Friday, October 30, 2009

A Teacher? HAHAHA!

Woman: Hello?
Me: Hi, is this Watertown Middle school?
Woman: Yes it is. How can I help you?
Me: Hi, I just wanted to look into how I might go about applying to work as a substitute teacher.
Woman: Oh, a substitute teacher! HAHAHAHA (additional laughing in background)...


Why in the world were they laughing? Based on the intonation, I can think of two possible reasons. Either they were just talking about the need for substitute teachers and laughed because of my serendipitous phone call OR perhaps they heard in my voice the naive, unbroken spirit of a young soul about to be crushed by the reality of working in middle school education.

We shall see.


Mack Ramer said...

They might have been laughing because you might have been the one millionth caller this year, given the current unemployment rate. Or they might have been laughing because it might be really tough in Massachusetts to become a sub. In Indiana you just have to have a HS diploma, but I know in IL you have to go through a lengthy registration with the State, and in Chicago Public Schools in particular you have to go through a training program only offered in August.

I learned all this because when I decided to start going to graduate school I looked into becoming a substitute myself. I ended up with a different (and far better) job instead, but I found that my best opportunities were in private Catholic schools because they didn't have to follow the State substitute licensing system and its ridiculous waiting periods and fees; some required the state substitute teaching license but many required only a background check and proof of a college degree.

Of course given your religious beliefs I doubt you would be interested in subbing at a Catholic school, but if you could find a private school you can stomach being in that'd probably be your best bet. Good luck!

SuiginChou said...

I was hesitating to mention it, but Matt's already beaten me to it so why not chime in: I also think it's because you're the millionth caller. It's not that you're underqualified to be a sub, but it's sure as hell not because you serendipitously called right when they were discussing how badly they needed you. I can promise you that even in Indiana, the school systems' favorite subs are not getting very many phone calls for work -- because Indiana schools (or at least Tippecanoe County, Lafayette, and West Lafayette school systems) believe in trying to spread the wealth rather than let only the same five to ten people get all the sub money. Zionsville may do it differently, but in Lafayette, people like Mrs. Robson would be S.O.L. if they relied on being a regular sub as a source of income. As for how I can promise you this, don't ask, just believe me, I can promise you.

Jay said...

Awww. Well, I got the impression that they were in need (they signed me up for an interview right away!) but considering the terrible job market out here, a glut of teachers is more likely. There are licenses, but I couldn't find out if they were mandatory for subs (doesn't look like it) You do need a Bachelor's degree, which thins out the crowd...ever so slightly. We'll see. And now I want to know why you can promise me, Ryan! lol I was under the impression, especially in Zville, that school systems were hurting for teachers. My sister was just offered a job in Zville and she's not even finished with college! Also, I'm not looking to make a career out of it. It's just something to help the money hemorrhaging while I find a job.

SuiginChou said...

Teachers, yes. Subs, no.

A teacher has much more obligations to the school system at which he/she is employed. They are responsible for an entire class of students, or rather for several entire classes of students. They're committed to working a roughly eight-hour workday plus on top of that they have homework every night (e.g. grading assignments).
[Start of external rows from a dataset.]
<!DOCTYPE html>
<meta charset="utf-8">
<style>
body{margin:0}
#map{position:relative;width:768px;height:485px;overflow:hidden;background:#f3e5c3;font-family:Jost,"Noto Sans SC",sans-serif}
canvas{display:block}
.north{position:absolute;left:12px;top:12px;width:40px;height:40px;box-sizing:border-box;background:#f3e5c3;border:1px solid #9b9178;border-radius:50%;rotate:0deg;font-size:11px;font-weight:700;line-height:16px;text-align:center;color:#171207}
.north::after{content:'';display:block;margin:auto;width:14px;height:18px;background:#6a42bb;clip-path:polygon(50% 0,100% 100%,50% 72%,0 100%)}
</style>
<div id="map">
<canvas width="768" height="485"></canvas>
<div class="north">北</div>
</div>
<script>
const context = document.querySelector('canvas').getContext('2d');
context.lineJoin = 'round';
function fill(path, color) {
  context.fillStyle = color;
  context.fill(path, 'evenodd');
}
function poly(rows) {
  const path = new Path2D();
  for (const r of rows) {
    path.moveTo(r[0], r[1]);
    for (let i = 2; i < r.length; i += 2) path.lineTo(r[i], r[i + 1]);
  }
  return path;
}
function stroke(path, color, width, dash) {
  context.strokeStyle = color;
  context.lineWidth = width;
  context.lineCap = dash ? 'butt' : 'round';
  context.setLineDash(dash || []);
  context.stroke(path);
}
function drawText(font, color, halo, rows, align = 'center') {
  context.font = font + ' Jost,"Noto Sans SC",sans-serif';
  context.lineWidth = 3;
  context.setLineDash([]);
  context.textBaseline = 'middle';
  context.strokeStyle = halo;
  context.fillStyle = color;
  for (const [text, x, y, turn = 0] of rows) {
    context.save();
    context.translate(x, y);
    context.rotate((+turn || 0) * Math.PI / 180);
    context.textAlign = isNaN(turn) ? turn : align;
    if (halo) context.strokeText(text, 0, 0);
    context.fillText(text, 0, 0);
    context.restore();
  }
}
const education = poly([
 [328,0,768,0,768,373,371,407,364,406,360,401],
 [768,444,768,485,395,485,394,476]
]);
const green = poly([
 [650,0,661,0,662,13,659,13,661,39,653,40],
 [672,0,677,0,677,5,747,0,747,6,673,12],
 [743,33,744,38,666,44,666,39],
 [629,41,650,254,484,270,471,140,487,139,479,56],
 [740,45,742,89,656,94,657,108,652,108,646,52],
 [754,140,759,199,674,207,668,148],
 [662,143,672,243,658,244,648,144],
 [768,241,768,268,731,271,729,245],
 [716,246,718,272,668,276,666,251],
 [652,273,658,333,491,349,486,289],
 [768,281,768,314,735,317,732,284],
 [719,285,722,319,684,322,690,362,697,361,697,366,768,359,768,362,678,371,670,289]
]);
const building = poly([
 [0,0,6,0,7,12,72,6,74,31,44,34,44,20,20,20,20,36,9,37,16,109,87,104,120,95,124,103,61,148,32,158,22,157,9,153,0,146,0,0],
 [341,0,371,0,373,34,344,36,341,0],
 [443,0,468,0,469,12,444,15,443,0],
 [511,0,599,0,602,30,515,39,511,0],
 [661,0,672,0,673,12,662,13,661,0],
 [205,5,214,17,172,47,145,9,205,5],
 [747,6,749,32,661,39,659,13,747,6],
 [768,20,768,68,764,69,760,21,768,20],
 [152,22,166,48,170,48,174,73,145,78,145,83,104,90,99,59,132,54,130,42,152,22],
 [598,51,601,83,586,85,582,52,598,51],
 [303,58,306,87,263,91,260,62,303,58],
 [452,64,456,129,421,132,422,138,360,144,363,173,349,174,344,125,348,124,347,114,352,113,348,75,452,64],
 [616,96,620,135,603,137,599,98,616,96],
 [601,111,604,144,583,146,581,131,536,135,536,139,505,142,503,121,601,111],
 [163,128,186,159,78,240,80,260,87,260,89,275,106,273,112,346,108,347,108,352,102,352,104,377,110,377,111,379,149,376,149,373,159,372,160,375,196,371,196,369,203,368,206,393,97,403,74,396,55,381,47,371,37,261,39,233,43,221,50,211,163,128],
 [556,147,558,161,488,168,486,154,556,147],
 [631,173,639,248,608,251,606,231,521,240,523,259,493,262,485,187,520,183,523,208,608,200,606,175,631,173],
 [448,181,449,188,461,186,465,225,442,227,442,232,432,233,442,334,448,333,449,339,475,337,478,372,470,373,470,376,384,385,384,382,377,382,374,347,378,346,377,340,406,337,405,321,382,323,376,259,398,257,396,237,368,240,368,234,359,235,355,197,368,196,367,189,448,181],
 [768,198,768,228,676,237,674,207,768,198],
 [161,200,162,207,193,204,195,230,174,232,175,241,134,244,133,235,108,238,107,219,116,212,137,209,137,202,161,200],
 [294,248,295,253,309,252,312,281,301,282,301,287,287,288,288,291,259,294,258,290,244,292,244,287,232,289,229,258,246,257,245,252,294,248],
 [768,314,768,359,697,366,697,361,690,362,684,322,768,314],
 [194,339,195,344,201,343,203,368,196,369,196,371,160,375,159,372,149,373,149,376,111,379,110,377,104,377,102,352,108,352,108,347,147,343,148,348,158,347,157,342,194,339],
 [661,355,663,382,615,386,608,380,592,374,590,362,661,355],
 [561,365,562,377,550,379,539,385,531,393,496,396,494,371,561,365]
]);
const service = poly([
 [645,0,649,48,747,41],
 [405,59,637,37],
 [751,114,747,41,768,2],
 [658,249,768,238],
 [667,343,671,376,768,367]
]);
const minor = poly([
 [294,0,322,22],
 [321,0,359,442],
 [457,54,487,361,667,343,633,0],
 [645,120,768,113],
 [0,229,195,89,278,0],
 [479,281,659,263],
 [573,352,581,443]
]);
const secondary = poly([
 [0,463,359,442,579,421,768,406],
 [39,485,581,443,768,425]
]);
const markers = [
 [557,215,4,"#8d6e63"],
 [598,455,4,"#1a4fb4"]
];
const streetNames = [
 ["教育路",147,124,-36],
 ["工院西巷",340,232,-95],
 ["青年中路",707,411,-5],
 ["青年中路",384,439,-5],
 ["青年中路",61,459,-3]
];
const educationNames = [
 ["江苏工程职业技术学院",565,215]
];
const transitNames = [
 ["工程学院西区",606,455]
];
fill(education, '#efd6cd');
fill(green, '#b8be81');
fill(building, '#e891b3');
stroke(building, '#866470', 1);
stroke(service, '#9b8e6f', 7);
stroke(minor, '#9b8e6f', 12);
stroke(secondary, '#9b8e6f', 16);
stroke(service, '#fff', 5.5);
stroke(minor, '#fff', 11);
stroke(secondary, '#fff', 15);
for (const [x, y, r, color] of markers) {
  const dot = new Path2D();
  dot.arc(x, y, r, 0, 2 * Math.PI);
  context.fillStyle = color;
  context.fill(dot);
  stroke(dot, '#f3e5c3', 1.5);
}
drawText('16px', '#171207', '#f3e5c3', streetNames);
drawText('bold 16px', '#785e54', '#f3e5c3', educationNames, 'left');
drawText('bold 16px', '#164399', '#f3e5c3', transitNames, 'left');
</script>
A sub, on the other hand, is much more akin to a freelance photographer. The school system calls the sub either the evening before or the morning of the desired day. Subs are at liberty to turn down job opportunities without negative repercussions to their records, i.e. you can turn down an offer to work one day and still get called the next by the same school system. They have minimal responsibilities and minimal expectations of them. They are more akin to keepers of the peace than they are to genuine substitute educators.

There is a teaching drought because most intellectuals steer clear of education due to the unbalanced nature of rewards vs. penalties (e.g. low pay, bratty kids, 10+ hours of work each weekday+night, etc); and most unintellectuals who attempt to go into teaching either lean towards elementary education (e.g. K, 1, or 2) or else find themselves nudged in that direction by school systems which are unenthusiastic about employing a moron to teach a bunch of impressionable, bright 15-year olds.

On the contrary, there is a sub surplus because many unemployed persons are signed up for their local substitute teaching lists whilst looking for permanent work elsewhere. In other words, they see this as an interrim source of pay, and they happily accept any phone calls they get but on their days off they're busy job-hunting elsewhere, and they have no desire to be a sub forever.

There's also a sub surplus, especially in wealthier areas like Zionsville, because of growing awareness amongst the bored housewife population (serious!) and the elderly retired population (again, serious!) of substitute teaching opportunities. They see this is as a fun once-in-a-while chance to get out of the house, interract with the younger generation, and get paid some play-money for their efforts.